A childhood lover of The Simpsons and South Park, Anderson was drawn in by the challenge of animation – “I just thought it was the hardest thing that I could possibly try and do… but it's such a nice challenge” – and ECA offered a chance to explore the form in an interesting way. “You didn't really need to worry about the technical side of it too much,” Anderson tells us, “you just did your thing. Because that's kind of what you learn at art school – you're already an artist and you're just learning how to express whatever you want to express.”

“I just loved the freedom of that,” he says, “and I’ve somehow managed to keep doing it since then, which is almost remarkable.”

Anderson’s work is often freeform and freewheeling, playing with time, the boundaries of the screen, and the expectations of the audience. His graduation film The Making of Longbird combines Super-8 film, live action and animation to bring to life a Soviet-era character in a battle with his animator. Have Heart tells the story of a character from a viral animation, struggling with his work-life balance as his streaming numbers rack up. Betty scrobbles back and forth through the collapse of a relationship, with the animator’s voiceover chipping in and shuffling the timeline. A self-described “process filmmaker”, Anderson’s approach to animation is to set off on the road and see where we all end up.
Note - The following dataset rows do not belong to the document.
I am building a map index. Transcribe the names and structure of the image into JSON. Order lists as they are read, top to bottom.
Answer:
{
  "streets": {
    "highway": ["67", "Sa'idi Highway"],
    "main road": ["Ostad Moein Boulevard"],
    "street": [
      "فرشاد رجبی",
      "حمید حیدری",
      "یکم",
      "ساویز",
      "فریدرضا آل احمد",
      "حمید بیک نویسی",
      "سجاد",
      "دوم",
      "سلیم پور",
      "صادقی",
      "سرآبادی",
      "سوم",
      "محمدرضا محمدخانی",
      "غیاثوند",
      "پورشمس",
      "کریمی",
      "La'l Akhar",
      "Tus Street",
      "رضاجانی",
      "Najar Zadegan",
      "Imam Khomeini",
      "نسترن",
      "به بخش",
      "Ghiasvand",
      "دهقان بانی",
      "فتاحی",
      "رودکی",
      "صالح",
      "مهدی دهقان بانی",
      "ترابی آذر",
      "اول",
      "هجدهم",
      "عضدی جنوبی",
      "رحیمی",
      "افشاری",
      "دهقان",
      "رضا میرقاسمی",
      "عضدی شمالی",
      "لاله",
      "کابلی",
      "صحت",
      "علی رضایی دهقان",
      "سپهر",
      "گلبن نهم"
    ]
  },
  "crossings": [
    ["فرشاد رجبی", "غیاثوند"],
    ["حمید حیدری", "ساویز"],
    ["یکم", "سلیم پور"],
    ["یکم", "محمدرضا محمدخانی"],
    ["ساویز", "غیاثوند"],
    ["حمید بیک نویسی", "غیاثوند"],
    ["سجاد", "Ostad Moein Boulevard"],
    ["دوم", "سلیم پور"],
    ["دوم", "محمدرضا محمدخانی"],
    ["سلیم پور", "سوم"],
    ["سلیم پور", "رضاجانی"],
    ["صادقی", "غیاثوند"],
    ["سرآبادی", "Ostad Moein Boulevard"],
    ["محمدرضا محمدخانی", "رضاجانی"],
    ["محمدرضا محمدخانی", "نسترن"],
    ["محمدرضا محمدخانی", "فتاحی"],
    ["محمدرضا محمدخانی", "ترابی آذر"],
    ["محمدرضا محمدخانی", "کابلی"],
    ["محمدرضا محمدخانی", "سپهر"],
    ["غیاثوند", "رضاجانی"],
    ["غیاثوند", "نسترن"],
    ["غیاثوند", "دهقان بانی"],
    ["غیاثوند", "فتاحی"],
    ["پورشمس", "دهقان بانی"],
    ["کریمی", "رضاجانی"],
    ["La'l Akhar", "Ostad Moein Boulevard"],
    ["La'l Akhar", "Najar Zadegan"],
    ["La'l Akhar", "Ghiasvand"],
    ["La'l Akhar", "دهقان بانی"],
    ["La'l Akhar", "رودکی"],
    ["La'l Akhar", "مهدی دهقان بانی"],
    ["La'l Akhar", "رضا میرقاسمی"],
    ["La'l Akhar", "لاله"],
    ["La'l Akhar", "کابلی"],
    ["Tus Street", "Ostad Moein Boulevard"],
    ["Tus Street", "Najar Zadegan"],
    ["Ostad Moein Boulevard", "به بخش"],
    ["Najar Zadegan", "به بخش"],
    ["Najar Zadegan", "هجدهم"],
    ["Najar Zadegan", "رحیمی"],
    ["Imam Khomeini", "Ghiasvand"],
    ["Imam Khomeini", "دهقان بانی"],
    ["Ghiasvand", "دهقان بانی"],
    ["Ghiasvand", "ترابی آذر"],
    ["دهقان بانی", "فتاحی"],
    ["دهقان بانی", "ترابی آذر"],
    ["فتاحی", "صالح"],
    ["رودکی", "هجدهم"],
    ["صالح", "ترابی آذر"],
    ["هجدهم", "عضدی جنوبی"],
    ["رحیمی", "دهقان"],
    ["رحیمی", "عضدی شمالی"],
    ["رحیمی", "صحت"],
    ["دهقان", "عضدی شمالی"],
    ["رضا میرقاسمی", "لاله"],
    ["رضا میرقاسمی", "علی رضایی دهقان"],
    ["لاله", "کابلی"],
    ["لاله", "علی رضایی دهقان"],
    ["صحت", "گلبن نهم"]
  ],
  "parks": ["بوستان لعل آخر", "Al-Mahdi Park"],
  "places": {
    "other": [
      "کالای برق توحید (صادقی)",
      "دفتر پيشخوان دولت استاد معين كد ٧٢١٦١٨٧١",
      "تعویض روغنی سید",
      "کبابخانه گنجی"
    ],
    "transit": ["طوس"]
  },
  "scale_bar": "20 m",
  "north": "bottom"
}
He explains: “The problem with animation is that you edit first, and you make all this stuff and you have to know exactly what you want, and then you just spend ages, and then it's done. That doesn't sound exciting to me at all. I like making films where I actually don't know what's really going to happen. That could be in the recording of the dialogue; I don't storyboard often; I don't actually know exactly where it'll go.

“I love narratives that are playful, and that play with the form, because animation… everyone knows that it's a trick. When characters kind of let on that they're animated and they're in this world, like it’s a simulation or something, it's so funny.”

All of these elements – the time-shifting, the personal process, the pathos – come together in A Cat Called Dom. Anderson’s debut feature (co-directed with frequent collaborator Ainslie Henderson) combines animation, documentary and meta-narrative to tell the story of Anderson’s relationship with his mother after her cancer diagnosis. Created over an eight year period – “I actually thought it would never end at one point”, he tells us – it’s a messy, funny, confounding film which sees Anderson visited on his laptop by the titular cat over the course of the concurrent filmmaking and cancer journeys.

“The film's about failure, the film's about struggling with my mother maybe dying of cancer. That was what started it. But then it became a film about communicating through cancer and how difficult it is. So therefore, that actually linked to the form a little, actually the scatteredness of scrubbing back and replaying a moment and replaying a moment… that's how it feels. It's messy. So this messy mixture of documentary and animation all kind of started to make sense. It's not really knowing how to deal with a hard moment, so you're scrubbing through things and it's like you're sticking things together and you're trying to make sense of them.”

Ahead of an iPlayer release, Will and Ainslie took Dom on a tour of Scottish cinemas for a series of screenings and audience questions. Naturally, when you’re putting out a part-animated documentary with your own narration regularly chipping in, Anderson had some questions to field. “I originally joked with my friends about that,” he says, “that it meant I wouldn't need to go and do Q&As because I'm basically just telling people what the film's about as it's playing, which was… deeply flawed. What I found myself doing is having to go and talk about it way more.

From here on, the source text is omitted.